Apparatuses, methods and storage medium associated with content consumption, are disclosed herein. In embodiments, the apparatus may include a presentation engine to play the media content; and a user interface engine to facilitate a user in controlling the playing of the media content. The user interface engine may include a user identification engine to acoustically identify the user; and a user command processing engine to process commands of the user in view of user history or profile of the acoustically identified user. Other embodiments may be described and/or claimed.

Description

    TECHNICAL FIELD
  • The present disclosure relates to the field of media content consumption, in particular, to apparatuses, methods and storage medium associated with consumption of media content that includes acoustic user identification.
  • BACKGROUND
  • The background description provided herein is for the purpose of generally presenting the context of the disclosure. Unless otherwise indicated herein, the materials described in this section are not prior art to the claims in this application and are not admitted to be prior art by inclusion in this section.
  • Advances in computing, networking and related technologies have led to proliferation in the availability of multi-media contents, and the manners the contents are consumed. Today, multi-media contents may be available from fixed medium (e.g., Digital Versatile Disk (DVD)), broadcast, cable operators, satellite channels, Internet, and so forth. User may consume contents with a wide range of content consumption devices, such as, television set, tablet, laptop or desktop computer, smartphone, or other stationary or mobile devices of the like.
  • Much effort has been made by the industry to personalize, and enhance media content consumption user experience.
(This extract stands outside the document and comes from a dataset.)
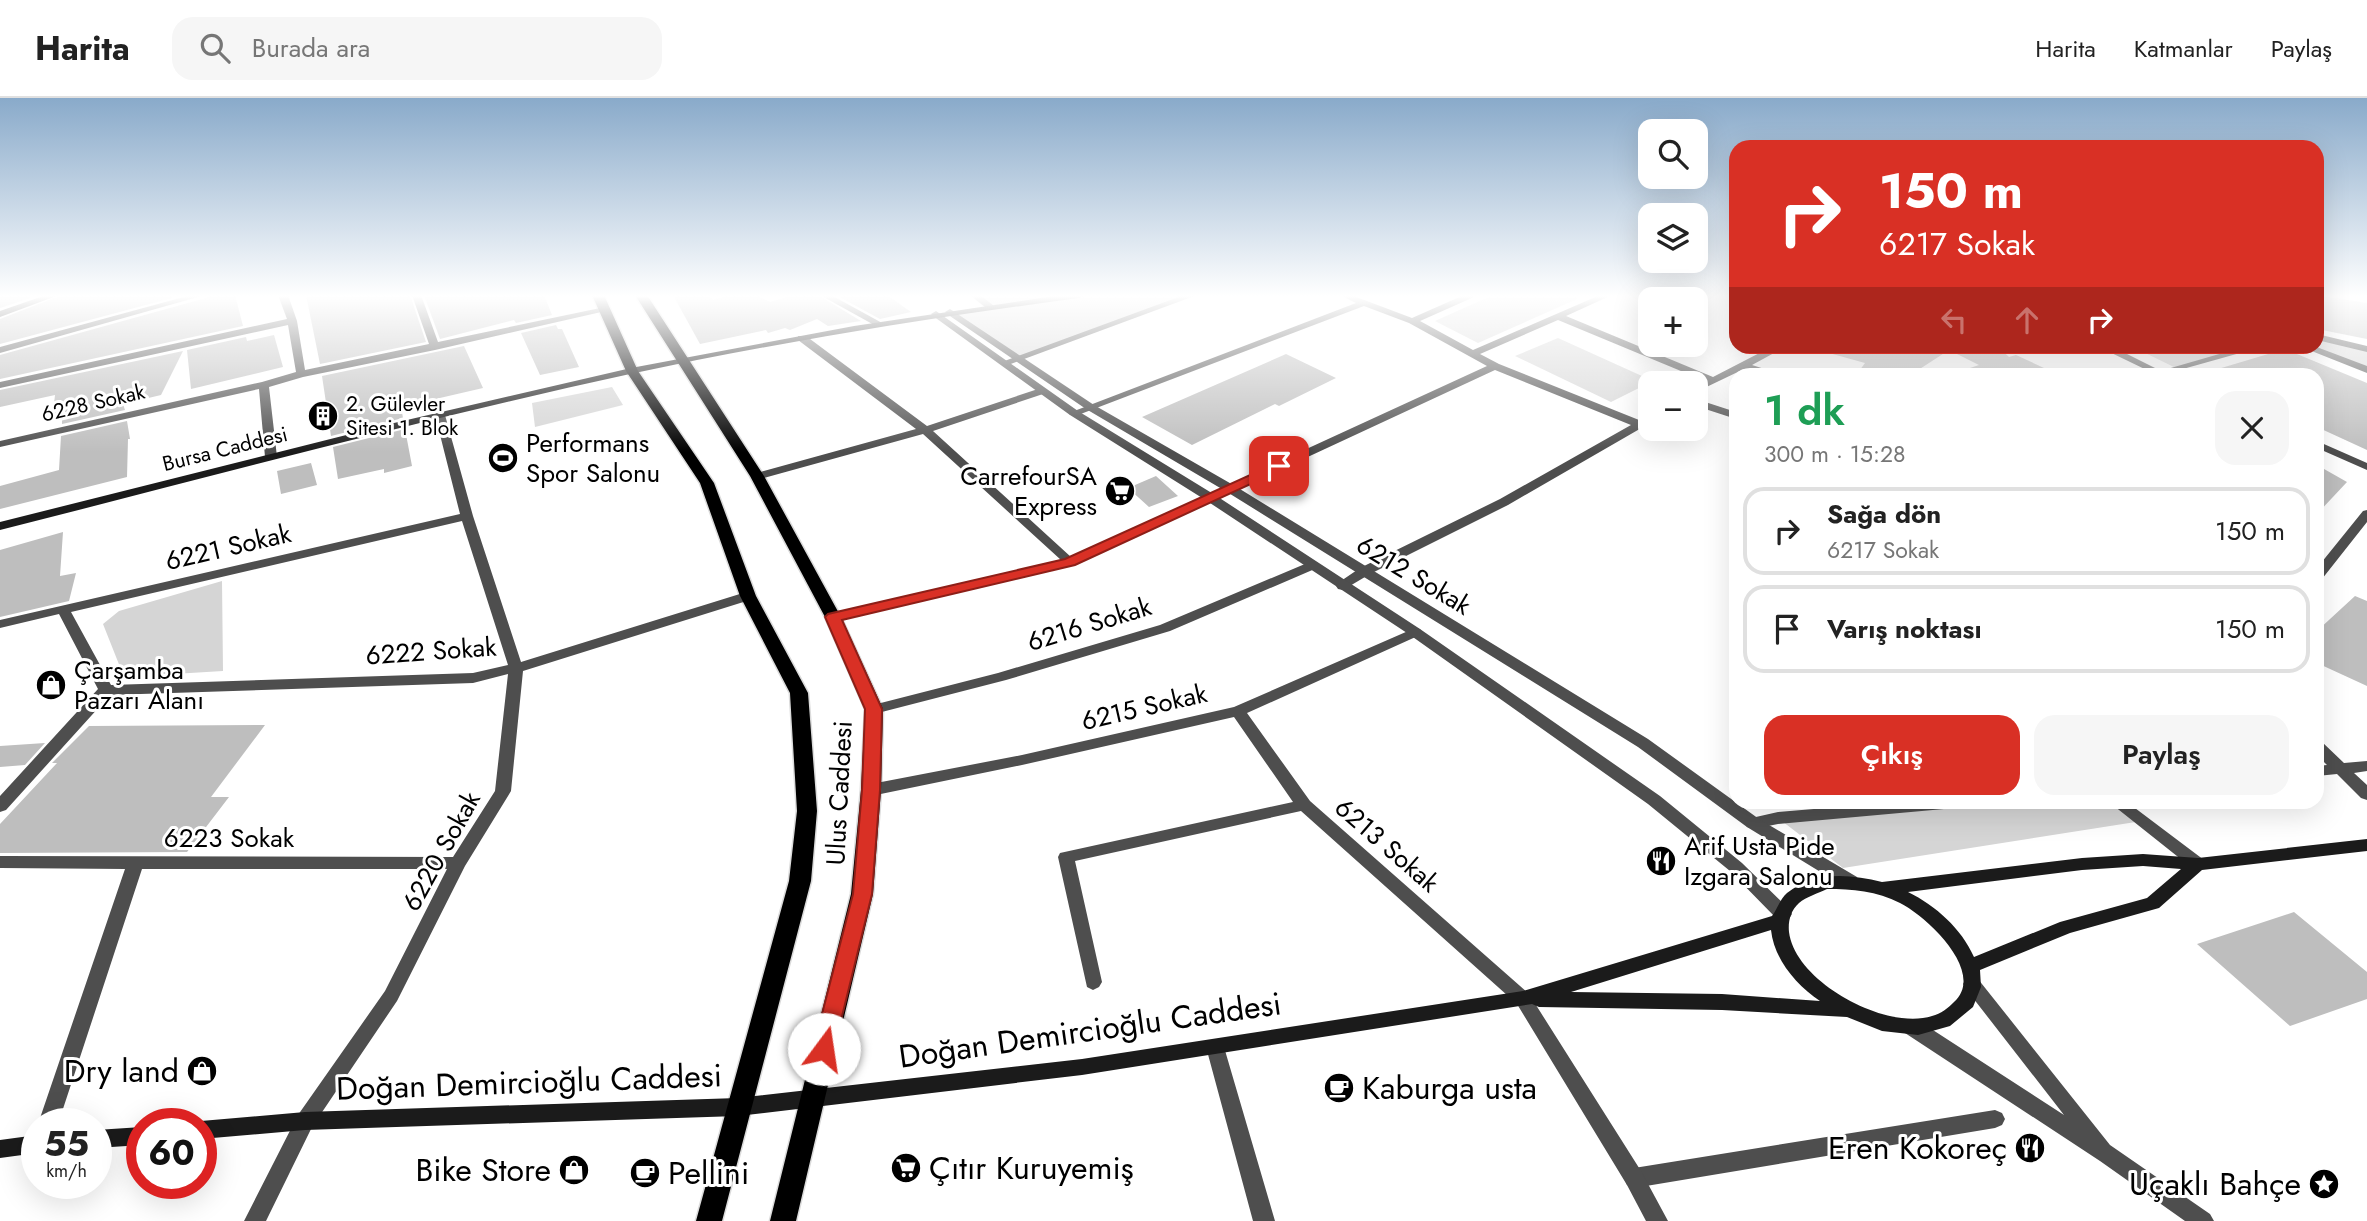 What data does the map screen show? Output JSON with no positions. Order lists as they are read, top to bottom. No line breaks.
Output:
{"streets":{"main road":["Bursa Caddesi","Ulus Caddesi","Doğan Demircioğlu Caddesi"],"street":["6228 Sokak","6221 Sokak","6212 Sokak","6216 Sokak","6222 Sokak","6215 Sokak","6223 Sokak","6213 Sokak","6220 Sokak"]},"crossings":[["Bursa Caddesi","Ulus Caddesi"],["Bursa Caddesi","6220 Sokak"],["6221 Sokak","6220 Sokak"],["6212 Sokak","6216 Sokak"],["6212 Sokak","6215 Sokak"],["6216 Sokak","Ulus Caddesi"],["6222 Sokak","Ulus Caddesi"],["6222 Sokak","6220 Sokak"],["6215 Sokak","Ulus Caddesi"],["6215 Sokak","6213 Sokak"],["Ulus Caddesi","Doğan Demircioğlu Caddesi"],["6223 Sokak","6220 Sokak"],["6213 Sokak","Doğan Demircioğlu Caddesi"],["6220 Sokak","Doğan Demircioğlu Caddesi"]],"places":{"building":["2. Gülevler Sitesi 1. Blok"],"sports":["Performans Spor Salonu"],"supermarket":["CarrefourSA Express","Çıtır Kuruyemiş"],"shop":["Çarşamba Pazarı Alanı","Dry land","Bike Store"],"restaurant":["Arif Usta Pide Izgara Salonu","Eren Kokoreç"],"cafe":["Kaburga usta","Pellini"],"place":["Uçaklı Bahçe"]},"page":{"header":"Harita","search":"Burada ara","nav":["Harita","Katmanlar","Paylaş"],"map_buttons":["+","−"],"turn":["150 m","6217 Sokak"],"heading":["1 dk","300 m · 15:28"],"list":[{"name":"Sağa dön","note":"6217 Sokak","value":"150 m"},{"name":"Varış noktası","value":"150 m"}],"buttons":["Çıkış","Paylaş"],"speed":"55 km/h","limit":"60"}}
However, identifying the user remains a challenge, especially for shared devices, such as television, where the user may vary from one consumption session to another. Facial recognition techniques have been employed to identify who is the current user. However, the ability of facial recognition techniques to accurately identify the current user is often impaired by the limited amount of ambient light available while media content is being consumed, e.g., in a family room setting with light dimmed.
  • BRIEF DESCRIPTION OF THE DRAWINGS
  • Embodiments will be readily understood by the following detailed description in conjunction with the accompanying drawings. To facilitate this description, like reference numerals designate like structural elements. Embodiments are illustrated by way of example, and not by way of limitation, in the figures of the accompanying drawings.
  • FIG. 1 illustrates an arrangement for media content distribution and consumption with acoustic user identification, and/or individualized acoustic speech recognition, in accordance with various embodiments.
  • FIG. 2 illustrates the example user interface engine of FIG. 1 in further detail, in accordance with various embodiments.
  • FIGS. 3 & 4 illustrate an example process for generating a voice print for a user, in accordance with various embodiments.
  • FIG. 5 illustrates an example process for processing user commands, in accordance with various embodiments.
  • FIG. 6 illustrates an example process for acoustic speech recognition using specifically trained acoustic speech recognition model of a user, in accordance with various embodiments.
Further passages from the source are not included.